1. Why this note exists

OpenAI APIs are easy to confuse because several layers are mixed together:

  • HTTP request format
  • model input format
  • output object format
  • tool calling format
  • conversation state format

The clean mental model is:

The API request sends context and capabilities to the model. The response returns typed output items that the application must parse, execute, or display.

This note focuses on interface shape, not model selection or pricing.


2. The two main text-generation interfaces

For most agent and assistant systems, there are two formats worth knowing.

2.1 Responses API

The Responses API is the newer unified interface.

It is designed around:

  • input: text, messages, images, files, previous tool outputs, or prior model items
  • instructions: system-level or developer-level guidance
  • tools: functions or built-in tools the model may call
  • output: typed items returned by the model

Use it as the default mental model for new projects.

2.2 Chat Completions API

Chat Completions is the older conversation-shaped interface.

It is designed around:

  • messages: a list of role-tagged messages
  • choices: one or more generated alternatives
  • message.content: the assistant text
  • message.tool_calls: tool requests when function calling is used

It is still useful to understand because many examples, libraries, and older systems use this format.


3. HTTP envelope

At the transport layer, OpenAI's REST APIs follow the same basic pattern:

POST https://api.openai.com/v1/responses
Content-Type: application/json
Authorization: Bearer $OPENAI_API_KEY

The API key is a server-side secret.

Do not expose it in browser code, mobile apps, public notebooks, or committed config files.

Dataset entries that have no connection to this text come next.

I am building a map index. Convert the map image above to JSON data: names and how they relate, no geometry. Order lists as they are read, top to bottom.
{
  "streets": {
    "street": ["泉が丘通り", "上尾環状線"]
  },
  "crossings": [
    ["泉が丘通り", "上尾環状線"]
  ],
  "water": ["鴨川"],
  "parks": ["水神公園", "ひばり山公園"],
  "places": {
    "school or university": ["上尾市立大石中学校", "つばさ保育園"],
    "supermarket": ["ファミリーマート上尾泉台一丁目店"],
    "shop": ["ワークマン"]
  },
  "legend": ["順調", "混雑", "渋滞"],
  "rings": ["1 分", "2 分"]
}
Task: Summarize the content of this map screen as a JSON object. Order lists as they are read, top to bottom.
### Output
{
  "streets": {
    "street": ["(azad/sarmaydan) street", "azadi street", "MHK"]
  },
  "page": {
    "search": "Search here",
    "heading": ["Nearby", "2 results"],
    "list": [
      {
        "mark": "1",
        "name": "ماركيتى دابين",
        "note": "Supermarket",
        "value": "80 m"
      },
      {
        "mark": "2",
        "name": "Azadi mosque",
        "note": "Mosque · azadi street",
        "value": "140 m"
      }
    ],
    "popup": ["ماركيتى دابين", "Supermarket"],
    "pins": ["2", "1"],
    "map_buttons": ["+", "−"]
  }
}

A minimal raw request looks like:

{
  "model": "model-id",
  "input": "Explain what an agent loop is in one paragraph."
}

The corresponding SDK call usually wraps this HTTP request:

from openai import OpenAI

client = OpenAI()

response = client.responses.create(
    model="model-id",
    input="Explain what an agent loop is in one paragraph.",
)

print(response.output_text)

The important point:

The SDK does not change the logical interface. It only gives you a language-native way to build the same request and parse the same response.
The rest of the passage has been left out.